→ **Records for the task**:
----

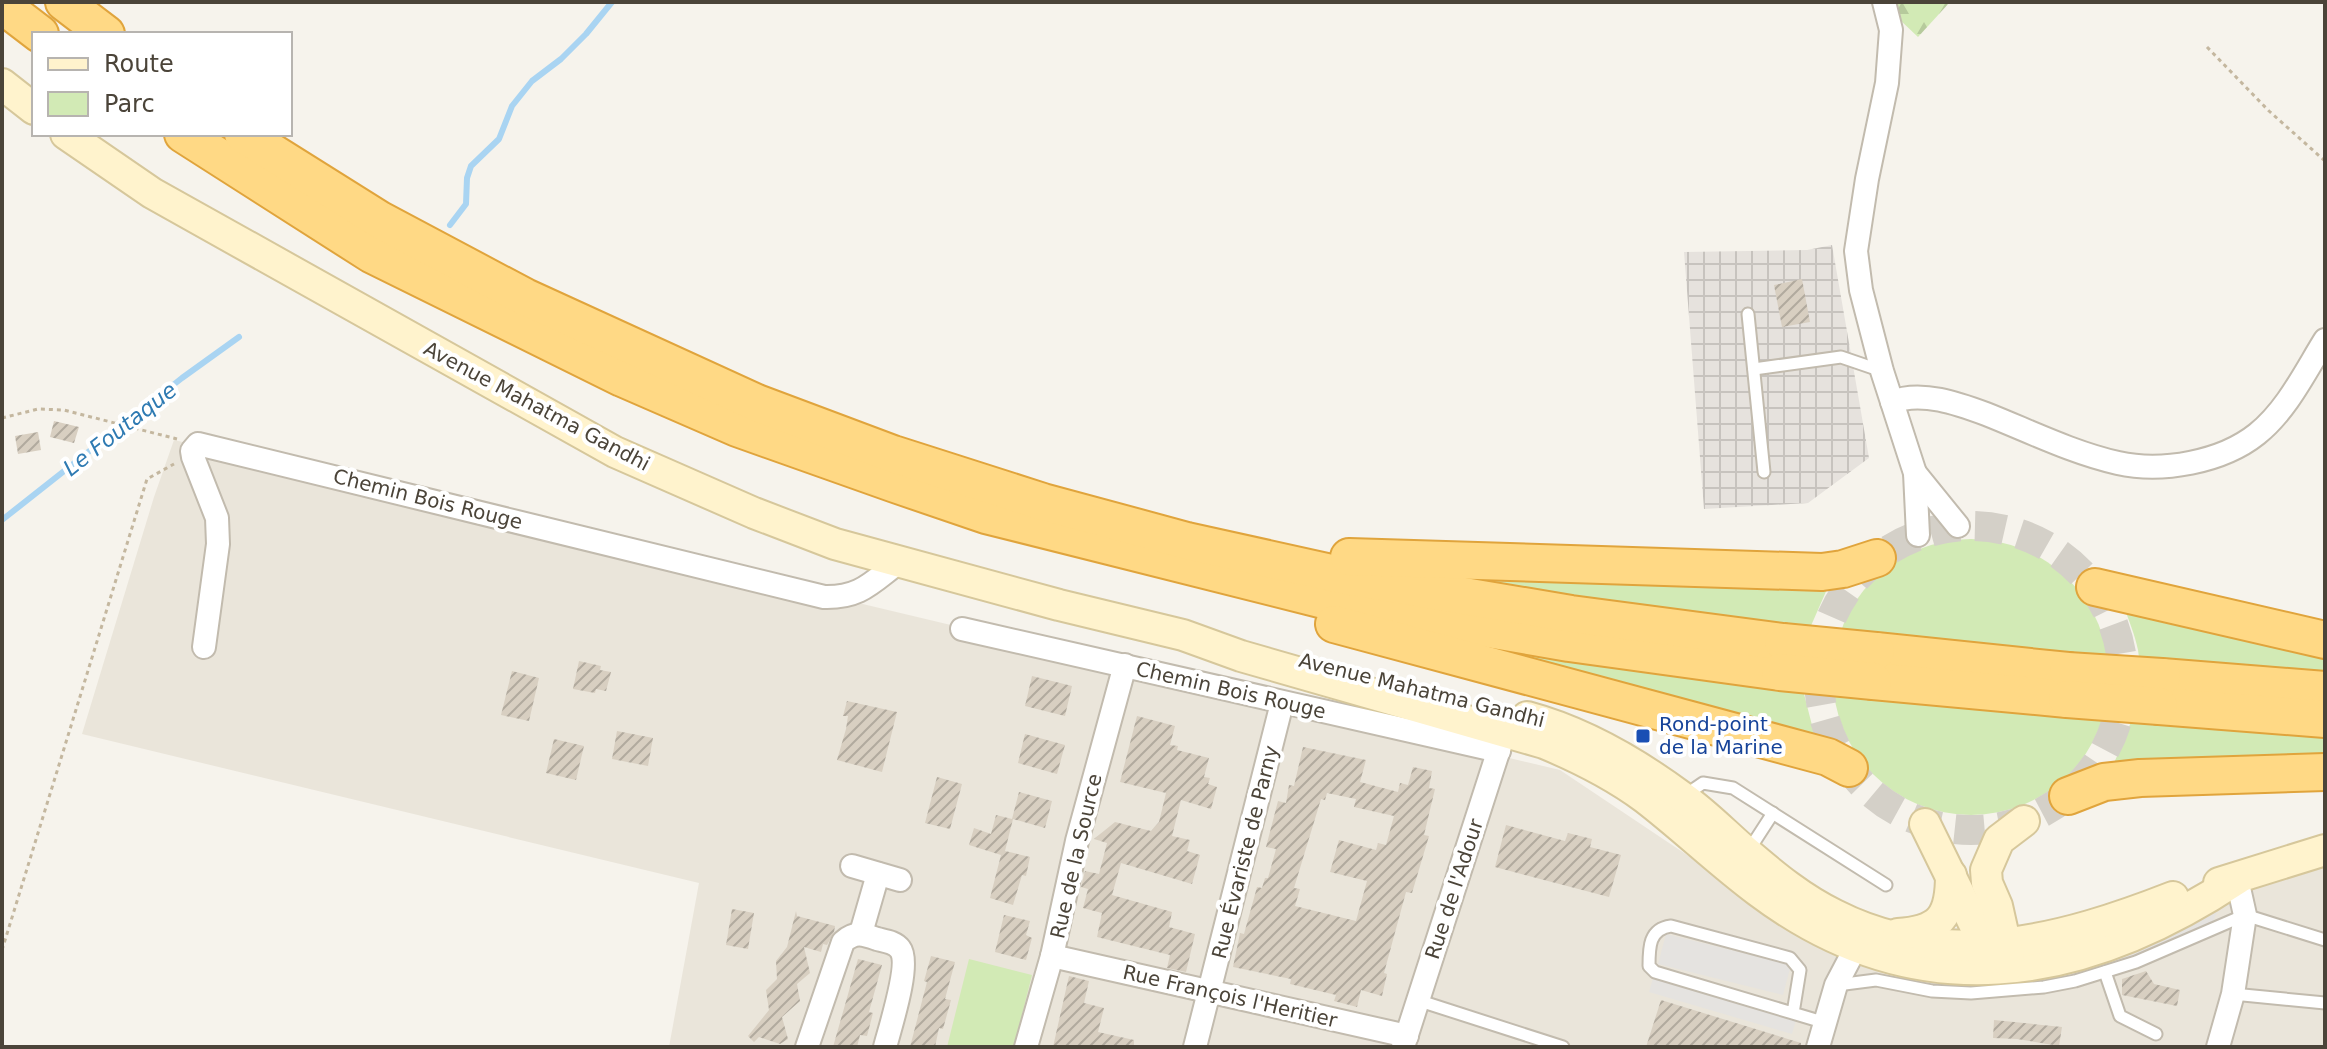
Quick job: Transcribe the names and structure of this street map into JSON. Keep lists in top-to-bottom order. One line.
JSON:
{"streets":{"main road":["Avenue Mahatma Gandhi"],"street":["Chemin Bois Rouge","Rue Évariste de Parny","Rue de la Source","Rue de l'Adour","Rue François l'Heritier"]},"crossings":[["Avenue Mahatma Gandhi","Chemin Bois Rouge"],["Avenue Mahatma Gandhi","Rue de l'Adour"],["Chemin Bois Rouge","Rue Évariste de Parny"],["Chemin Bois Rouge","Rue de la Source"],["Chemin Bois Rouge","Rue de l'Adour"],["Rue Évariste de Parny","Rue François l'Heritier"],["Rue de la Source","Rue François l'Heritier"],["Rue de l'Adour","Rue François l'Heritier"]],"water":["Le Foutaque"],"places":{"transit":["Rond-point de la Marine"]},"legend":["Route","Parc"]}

----

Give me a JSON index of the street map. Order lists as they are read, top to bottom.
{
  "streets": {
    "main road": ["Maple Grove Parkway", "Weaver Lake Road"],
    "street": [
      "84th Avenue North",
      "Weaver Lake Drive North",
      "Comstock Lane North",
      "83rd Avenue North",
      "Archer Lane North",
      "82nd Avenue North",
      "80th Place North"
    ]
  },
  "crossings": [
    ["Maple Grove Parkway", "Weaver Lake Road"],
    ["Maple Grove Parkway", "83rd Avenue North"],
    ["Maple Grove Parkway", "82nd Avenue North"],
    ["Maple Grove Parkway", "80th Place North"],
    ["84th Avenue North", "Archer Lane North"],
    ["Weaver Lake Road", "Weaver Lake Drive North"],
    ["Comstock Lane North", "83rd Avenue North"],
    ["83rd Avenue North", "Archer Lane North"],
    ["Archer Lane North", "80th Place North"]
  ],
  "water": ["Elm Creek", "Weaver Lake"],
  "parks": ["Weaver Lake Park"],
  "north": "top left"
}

----

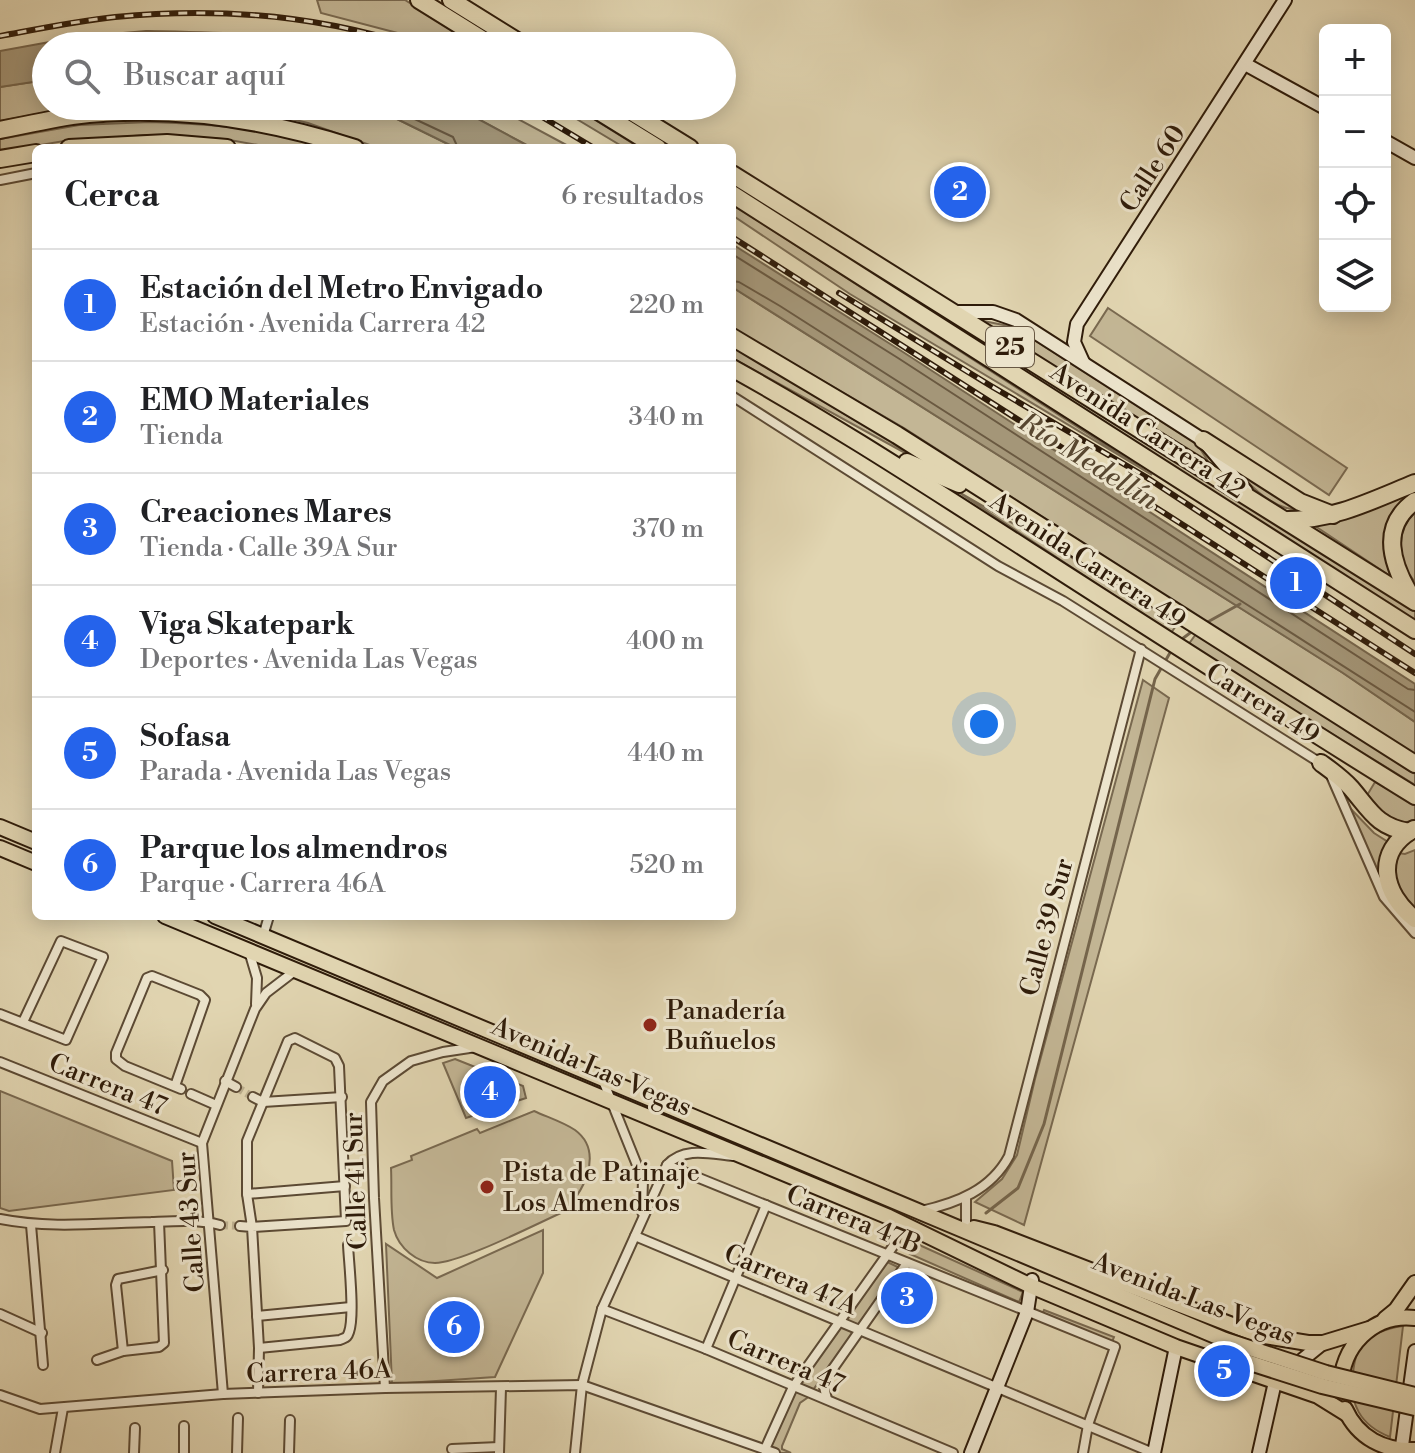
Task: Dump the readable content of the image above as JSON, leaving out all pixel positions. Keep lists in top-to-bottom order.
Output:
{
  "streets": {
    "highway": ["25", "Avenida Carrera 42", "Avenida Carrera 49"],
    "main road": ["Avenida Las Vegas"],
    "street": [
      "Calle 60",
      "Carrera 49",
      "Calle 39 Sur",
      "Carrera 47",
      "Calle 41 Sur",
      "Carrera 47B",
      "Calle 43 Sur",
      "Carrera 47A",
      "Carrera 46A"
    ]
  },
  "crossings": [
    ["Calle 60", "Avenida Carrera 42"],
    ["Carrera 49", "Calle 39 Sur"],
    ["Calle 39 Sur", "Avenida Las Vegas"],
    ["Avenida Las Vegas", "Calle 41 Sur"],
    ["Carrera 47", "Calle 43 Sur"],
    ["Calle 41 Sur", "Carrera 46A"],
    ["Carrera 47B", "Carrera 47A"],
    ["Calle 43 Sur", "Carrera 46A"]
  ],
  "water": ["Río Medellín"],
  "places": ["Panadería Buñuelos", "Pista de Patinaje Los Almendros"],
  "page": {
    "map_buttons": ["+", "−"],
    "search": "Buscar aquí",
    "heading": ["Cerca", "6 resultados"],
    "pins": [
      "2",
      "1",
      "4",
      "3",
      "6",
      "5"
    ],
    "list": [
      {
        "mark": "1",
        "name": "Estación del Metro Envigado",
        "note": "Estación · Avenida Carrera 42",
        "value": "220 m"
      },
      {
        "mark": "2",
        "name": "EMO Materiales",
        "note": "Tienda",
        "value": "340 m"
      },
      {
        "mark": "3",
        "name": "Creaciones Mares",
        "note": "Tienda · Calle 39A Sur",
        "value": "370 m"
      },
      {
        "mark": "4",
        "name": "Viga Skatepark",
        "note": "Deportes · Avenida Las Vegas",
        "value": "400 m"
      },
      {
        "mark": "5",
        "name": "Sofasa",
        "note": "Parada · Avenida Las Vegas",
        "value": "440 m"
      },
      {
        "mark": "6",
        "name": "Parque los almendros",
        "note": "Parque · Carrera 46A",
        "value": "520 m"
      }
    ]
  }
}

----

Copy out each line of the listing that holds the string "Keep".

→ **Solution to the exercise**:
Quick job: Transcribe the names and structure of this street map into JSON. Keep lists in top-to-bottom order. One line.
Task: Dump the readable content of the image above as JSON, leaving out all pixel positions. Keep lists in top-to-bottom order.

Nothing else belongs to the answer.